5. Return on net assets

- Total Beds: 47

*Formula: Excess of Revenues over Expenses / Net Assets

2015: 0.03

2016:-0. 03

Comment:

The HCIA/HCFA standard is 0.08 for a 1-99 bed hospital. The ratio decreased from 2015 to 2016. Both values are below the standard, which indicates the institution’s expenses are increasing and operating income decreased.

Activity ratios

1.Total asset turnover

- Total Beds: 47

*Formula: Total Operating Revenues / Total Assets

2015: 1.39

2016:1.10

Comment:

The HCIA/HCFA standard is 1.19 for a 1-99 bed hospital.

The ratio decreased from 2015 to 2016. Both values are within the standard, which indicate that our ability to generate revenue is decreasing and the system is not performing efficiently.

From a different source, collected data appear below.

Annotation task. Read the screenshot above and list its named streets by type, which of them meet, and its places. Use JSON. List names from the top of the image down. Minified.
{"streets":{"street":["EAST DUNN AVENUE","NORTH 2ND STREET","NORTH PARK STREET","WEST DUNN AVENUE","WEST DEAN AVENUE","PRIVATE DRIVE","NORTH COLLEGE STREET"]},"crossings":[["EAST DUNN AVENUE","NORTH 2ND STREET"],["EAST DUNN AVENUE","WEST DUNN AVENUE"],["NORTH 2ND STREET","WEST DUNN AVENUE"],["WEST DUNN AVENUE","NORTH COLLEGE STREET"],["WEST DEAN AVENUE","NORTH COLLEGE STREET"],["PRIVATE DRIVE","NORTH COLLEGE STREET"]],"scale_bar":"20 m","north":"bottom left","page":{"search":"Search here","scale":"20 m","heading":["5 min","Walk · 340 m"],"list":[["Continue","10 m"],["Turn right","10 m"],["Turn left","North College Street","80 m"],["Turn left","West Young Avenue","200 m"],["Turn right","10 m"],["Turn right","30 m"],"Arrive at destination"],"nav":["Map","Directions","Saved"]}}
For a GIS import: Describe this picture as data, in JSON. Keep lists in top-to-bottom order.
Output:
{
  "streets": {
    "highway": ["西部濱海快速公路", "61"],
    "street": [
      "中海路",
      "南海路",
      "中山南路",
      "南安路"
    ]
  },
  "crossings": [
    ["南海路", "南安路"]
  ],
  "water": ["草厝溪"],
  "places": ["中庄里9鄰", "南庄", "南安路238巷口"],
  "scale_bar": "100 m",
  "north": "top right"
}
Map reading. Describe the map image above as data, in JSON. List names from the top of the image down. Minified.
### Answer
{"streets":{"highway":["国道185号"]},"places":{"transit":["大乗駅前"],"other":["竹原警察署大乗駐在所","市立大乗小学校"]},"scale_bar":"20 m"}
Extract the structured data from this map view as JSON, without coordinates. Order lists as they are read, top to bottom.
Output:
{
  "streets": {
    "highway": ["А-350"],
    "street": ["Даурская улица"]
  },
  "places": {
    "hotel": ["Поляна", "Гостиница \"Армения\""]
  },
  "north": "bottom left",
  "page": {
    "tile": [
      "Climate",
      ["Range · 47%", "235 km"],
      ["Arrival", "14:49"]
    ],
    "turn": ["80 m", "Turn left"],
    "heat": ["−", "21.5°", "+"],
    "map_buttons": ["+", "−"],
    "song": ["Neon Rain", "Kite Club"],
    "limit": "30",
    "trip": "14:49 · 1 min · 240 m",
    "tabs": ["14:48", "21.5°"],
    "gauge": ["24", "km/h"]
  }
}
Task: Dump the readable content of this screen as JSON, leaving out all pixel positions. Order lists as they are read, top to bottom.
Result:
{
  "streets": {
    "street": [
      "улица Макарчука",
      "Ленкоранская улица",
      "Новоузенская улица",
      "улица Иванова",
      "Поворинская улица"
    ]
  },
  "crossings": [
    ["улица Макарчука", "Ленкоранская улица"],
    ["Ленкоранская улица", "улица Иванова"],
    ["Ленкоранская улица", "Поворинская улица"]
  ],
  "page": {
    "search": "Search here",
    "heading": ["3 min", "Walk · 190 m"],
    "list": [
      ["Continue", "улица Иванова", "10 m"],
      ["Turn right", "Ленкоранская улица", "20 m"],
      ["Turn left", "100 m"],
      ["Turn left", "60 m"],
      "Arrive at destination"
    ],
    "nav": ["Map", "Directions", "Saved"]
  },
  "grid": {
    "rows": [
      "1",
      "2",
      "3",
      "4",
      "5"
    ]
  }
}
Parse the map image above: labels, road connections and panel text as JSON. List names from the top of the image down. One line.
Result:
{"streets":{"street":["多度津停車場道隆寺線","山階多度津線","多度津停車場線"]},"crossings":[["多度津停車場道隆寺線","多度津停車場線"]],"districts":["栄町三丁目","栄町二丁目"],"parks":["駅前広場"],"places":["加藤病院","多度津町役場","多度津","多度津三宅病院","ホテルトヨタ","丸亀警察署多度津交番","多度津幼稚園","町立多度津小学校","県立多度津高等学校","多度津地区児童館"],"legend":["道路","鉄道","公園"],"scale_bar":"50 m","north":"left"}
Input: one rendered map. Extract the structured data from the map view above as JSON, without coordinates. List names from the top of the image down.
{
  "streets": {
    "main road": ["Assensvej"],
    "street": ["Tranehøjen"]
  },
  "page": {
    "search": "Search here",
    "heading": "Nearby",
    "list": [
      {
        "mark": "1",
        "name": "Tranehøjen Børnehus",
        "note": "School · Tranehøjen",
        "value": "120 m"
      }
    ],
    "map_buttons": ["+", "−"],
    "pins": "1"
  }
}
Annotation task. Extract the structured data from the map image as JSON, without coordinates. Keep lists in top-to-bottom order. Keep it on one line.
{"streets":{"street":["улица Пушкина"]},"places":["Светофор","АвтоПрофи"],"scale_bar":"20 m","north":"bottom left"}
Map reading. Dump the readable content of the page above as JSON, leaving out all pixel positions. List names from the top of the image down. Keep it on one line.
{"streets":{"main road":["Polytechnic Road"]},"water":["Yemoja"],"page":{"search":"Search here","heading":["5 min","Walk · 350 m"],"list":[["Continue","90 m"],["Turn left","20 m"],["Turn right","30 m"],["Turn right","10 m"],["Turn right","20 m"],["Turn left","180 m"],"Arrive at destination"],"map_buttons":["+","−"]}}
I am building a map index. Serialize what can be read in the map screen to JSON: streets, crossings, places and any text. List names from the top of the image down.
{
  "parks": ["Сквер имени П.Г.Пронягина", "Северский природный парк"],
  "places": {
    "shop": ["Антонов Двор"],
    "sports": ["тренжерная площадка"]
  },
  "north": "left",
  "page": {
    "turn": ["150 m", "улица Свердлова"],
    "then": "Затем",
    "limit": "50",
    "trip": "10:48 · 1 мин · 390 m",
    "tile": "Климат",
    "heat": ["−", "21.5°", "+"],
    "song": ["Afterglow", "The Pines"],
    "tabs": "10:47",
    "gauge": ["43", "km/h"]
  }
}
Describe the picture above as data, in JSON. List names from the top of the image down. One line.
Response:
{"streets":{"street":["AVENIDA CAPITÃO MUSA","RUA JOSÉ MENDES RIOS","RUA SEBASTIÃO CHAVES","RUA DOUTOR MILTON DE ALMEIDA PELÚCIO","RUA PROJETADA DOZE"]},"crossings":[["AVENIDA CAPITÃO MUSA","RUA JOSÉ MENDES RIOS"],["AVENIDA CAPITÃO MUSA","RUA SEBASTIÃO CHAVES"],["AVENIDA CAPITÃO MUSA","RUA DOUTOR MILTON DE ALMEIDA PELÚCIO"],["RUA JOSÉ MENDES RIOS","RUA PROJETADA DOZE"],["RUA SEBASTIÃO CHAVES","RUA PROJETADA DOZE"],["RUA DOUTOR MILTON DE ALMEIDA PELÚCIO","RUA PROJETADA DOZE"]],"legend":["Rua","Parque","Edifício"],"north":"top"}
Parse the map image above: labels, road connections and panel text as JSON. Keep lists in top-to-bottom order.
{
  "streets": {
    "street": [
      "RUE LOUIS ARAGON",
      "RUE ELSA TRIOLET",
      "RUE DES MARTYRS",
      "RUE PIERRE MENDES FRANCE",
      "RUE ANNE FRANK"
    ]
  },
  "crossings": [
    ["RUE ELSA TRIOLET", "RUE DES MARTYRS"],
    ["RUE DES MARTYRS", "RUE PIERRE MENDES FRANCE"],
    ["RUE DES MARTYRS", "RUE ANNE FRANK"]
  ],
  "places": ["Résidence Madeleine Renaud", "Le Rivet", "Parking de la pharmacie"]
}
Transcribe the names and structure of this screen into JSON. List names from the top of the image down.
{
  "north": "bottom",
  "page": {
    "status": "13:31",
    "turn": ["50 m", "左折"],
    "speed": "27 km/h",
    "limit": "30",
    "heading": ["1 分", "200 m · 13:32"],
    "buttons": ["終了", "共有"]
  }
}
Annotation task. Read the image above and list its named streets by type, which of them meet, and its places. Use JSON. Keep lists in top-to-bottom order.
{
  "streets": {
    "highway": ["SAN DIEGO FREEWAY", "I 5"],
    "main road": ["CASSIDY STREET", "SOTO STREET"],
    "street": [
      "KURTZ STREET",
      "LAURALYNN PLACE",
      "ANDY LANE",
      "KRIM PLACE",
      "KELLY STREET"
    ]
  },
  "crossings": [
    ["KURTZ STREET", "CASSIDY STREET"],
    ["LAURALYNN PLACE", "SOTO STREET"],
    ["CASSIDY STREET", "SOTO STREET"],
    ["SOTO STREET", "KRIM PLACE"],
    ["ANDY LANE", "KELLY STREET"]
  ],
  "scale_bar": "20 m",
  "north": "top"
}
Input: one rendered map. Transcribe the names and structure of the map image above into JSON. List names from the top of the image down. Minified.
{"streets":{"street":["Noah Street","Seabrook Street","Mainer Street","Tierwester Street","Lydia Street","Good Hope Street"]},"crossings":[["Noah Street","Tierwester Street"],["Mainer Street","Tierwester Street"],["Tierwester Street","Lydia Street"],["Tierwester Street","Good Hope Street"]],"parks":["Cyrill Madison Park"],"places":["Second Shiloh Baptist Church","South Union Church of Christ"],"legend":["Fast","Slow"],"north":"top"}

2.Net fixed assets turnover ratio

- Total Beds: 47

*Formula: Total Operating Revenues / Net Plant and Equipment

2015: 0.72

2016: 0.77

Comment:

The HCIA/HCFA standard is 2.17 for a 1-99 bed hospital. The ratio increased from 2015 to 2016. Both values are below the benchmark, which indicates that asset values are decreasing even when operating revenue is increasing.

3.Age of plant ratio

- Total Beds: 47

*Formula: Accumulated Depreciation / Depreciation Expense

2015: 15.80

2016: 15.2

Comment:

The HCIA/HCFA standard is 10.41 for a 1-99 bed hospital. The ratio decreased from 2015 to 2016. The value of plant and equipment will continue to decrease overtime, but these results indicate that the fixed assets are generating above standard revenue for the institution.